What Is ASMR And Why Are People Confusing It With A Fetish?
We have no idea what’s going on but we can’t stop watching.
What you need to know
- ASMR stands for Autonomous Sensory Meridian Response
- It's essentially creating pleasant sounding noises that give the listener tingles and goosebumps
- There is a growing community of online 'ASMR Artists' who earn a living making soothing noises to create the tingling feeling
Have you ever felt yourself melting into the chair at the hairdresser as your stylist massages in the conditioner? Or found yourself playing with a piece of bubble wrap, almost addicted to the noise of those glorious little bubbles popping?
Well, there is a term for that -- ASMR. It stands for Autonomous Sensory Meridian Response.
It’s essentially that static-like feeling that starts at the base of your neck, runs down your spine and feels gooooooooooood.
It can be triggered from hearing certain sounds or by certain nerves being touched. Thousands of nerves end on your scalp, which explains why that head massage feels so good.
Not everyone experiences ASMR and most people only respond to certain sounds -- it really depends on your tastes, so of course the internet has provided something to cater for everyone.
On YouTube there is a growing community of ‘ASMR Artists’ creating videos to make their audience tingle, induce goosebumps and essentially bliss out.
Some are simple noises such as flipping pages of a book or brushing hair, while the more elaborate videos contain role-playing haircuts, medical appointments, even alien abductions.

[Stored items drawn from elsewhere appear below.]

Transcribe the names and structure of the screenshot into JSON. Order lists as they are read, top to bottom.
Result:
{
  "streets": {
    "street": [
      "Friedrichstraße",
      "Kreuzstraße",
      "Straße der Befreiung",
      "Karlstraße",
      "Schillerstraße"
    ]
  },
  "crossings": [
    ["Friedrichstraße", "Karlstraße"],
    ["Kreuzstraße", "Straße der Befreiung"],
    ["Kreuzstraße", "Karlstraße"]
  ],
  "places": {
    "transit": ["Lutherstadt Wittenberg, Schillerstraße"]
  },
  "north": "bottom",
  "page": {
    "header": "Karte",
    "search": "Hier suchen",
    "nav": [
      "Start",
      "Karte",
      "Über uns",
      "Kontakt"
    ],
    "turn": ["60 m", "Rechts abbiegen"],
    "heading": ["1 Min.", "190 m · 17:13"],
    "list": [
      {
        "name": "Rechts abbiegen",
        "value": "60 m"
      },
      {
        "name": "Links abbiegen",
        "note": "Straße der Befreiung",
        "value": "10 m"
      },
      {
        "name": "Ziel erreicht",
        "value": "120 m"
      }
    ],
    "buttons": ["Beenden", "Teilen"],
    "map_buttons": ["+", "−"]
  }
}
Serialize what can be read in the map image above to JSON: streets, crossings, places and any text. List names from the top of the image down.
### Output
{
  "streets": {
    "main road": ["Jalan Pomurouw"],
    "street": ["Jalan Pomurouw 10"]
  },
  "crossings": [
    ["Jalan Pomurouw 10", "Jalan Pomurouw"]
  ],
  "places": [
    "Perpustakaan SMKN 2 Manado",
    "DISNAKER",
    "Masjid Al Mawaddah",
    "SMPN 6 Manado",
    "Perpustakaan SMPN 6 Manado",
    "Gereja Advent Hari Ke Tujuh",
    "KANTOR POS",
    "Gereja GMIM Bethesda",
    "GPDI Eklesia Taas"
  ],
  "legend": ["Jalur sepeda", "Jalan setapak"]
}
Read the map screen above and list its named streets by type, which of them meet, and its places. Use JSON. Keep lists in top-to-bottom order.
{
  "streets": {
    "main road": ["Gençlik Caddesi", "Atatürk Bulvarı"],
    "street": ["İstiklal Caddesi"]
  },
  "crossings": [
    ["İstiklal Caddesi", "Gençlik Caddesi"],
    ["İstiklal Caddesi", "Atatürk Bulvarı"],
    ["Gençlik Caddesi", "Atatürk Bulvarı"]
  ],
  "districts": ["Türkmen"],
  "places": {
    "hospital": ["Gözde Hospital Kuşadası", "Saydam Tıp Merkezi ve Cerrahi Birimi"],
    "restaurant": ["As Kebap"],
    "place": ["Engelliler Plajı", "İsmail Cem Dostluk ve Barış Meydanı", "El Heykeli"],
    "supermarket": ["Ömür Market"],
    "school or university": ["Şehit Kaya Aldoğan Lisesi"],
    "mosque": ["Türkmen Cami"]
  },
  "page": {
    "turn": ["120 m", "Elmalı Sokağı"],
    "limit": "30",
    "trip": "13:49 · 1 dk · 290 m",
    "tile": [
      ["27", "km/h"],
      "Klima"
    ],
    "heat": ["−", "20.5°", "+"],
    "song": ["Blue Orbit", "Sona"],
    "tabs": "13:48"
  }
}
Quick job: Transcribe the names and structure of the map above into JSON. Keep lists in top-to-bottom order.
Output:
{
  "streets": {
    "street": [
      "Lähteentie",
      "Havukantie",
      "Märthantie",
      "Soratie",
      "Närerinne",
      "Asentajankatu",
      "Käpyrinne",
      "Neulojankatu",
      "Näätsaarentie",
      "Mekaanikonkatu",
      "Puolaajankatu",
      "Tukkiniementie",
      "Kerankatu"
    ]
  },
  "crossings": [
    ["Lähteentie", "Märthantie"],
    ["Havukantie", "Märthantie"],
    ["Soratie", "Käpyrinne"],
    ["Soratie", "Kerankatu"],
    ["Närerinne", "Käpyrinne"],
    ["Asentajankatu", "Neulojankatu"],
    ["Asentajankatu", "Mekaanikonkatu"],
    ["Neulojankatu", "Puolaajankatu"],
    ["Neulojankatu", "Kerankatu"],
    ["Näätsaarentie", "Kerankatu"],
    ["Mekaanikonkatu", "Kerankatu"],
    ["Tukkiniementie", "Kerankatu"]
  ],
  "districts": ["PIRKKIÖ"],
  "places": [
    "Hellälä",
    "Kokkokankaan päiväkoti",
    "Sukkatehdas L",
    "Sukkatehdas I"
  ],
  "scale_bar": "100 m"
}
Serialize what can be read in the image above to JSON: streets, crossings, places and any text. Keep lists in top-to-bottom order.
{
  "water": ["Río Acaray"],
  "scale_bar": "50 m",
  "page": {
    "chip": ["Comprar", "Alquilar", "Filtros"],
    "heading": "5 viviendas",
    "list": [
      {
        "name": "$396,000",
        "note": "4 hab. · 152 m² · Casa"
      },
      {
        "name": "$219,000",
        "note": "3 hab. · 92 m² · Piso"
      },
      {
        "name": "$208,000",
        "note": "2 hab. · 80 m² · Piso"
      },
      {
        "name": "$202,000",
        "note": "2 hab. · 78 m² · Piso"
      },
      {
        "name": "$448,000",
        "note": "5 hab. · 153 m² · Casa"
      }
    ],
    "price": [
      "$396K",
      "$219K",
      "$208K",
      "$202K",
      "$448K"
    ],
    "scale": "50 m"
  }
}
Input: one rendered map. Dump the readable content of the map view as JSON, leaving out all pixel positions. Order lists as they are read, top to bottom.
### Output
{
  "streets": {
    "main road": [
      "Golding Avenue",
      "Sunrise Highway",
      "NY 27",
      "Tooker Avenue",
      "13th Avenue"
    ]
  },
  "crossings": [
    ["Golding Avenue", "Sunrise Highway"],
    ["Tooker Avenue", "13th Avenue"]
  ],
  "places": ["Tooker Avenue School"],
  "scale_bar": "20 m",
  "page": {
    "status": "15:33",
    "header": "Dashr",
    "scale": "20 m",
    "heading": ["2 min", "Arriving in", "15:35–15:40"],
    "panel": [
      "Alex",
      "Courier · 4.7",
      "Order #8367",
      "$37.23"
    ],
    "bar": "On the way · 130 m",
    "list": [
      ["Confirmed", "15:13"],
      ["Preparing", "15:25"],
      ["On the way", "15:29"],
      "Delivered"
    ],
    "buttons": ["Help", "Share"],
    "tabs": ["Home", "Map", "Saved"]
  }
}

YouTuber Amy produces ASMR videos under the user name Bluewhisper. She has over 30 million views on her videos and describes ASMR as "a relaxing, trance-like tingling or buzzing feeling in the brain."
"It's triggered by relaxing sounds or visual stimuli," she said.
If it all sounds a little strange, just imagine the feeling of relaxation that washes over you when you hear waves crashing on the beach and you may understand why there is a community of ASMR-sensitive people chasing their next rush of tingles.
ASMR is a rather new concept in the medical community and while the benefits can’t exactly be proven, ASMR addicts say is helps them with a various of everyday mild stresses.
"People who watch my videos tell me it helps them with their anxiety, depression, and insomnia," Amy told 10 daily.
A study by McGill University found that listening to music releases dopamine, the neurotransmitter in the brain that's important for pleasure, and is associated with 'rewards' like food and sex. Perhaps ASMR generates the same effect.
Amy's most popular videos are where she gives ‘personal attention’ to her audience through role play that includes medical exams, hair washing and playing with objects to make spine-tingling sounds.
Due to the intense pleasure some people feel listening to ASMR, the internet can sometimes confuse it as sexual and it has been labelled as a 'whisper fetish'.
Amy insists that's not the purpose of her videos.
"I think anything in the world can be sexualised in some way but I would like people to understand that ASMR is not a sexual sensation," she said.
"A lot of people don't understand what ASMR is when I explain it to them, so I usually tell them it's a bit similar to guided meditations, rain or ocean wave sounds people also use to fall asleep. People understand the nature of the videos more when I make that association," she said.
The only downside to ASMR appears to be that some people suffer from too much ASMR exposure and can lose their tingles over time.
But fear not. The ASMR artists on YouTube say to get your tingles back, you need to refrain from watching videos for a few weeks and then slowly introduce them back into your daily life.
It seems there can be too much of a good thing.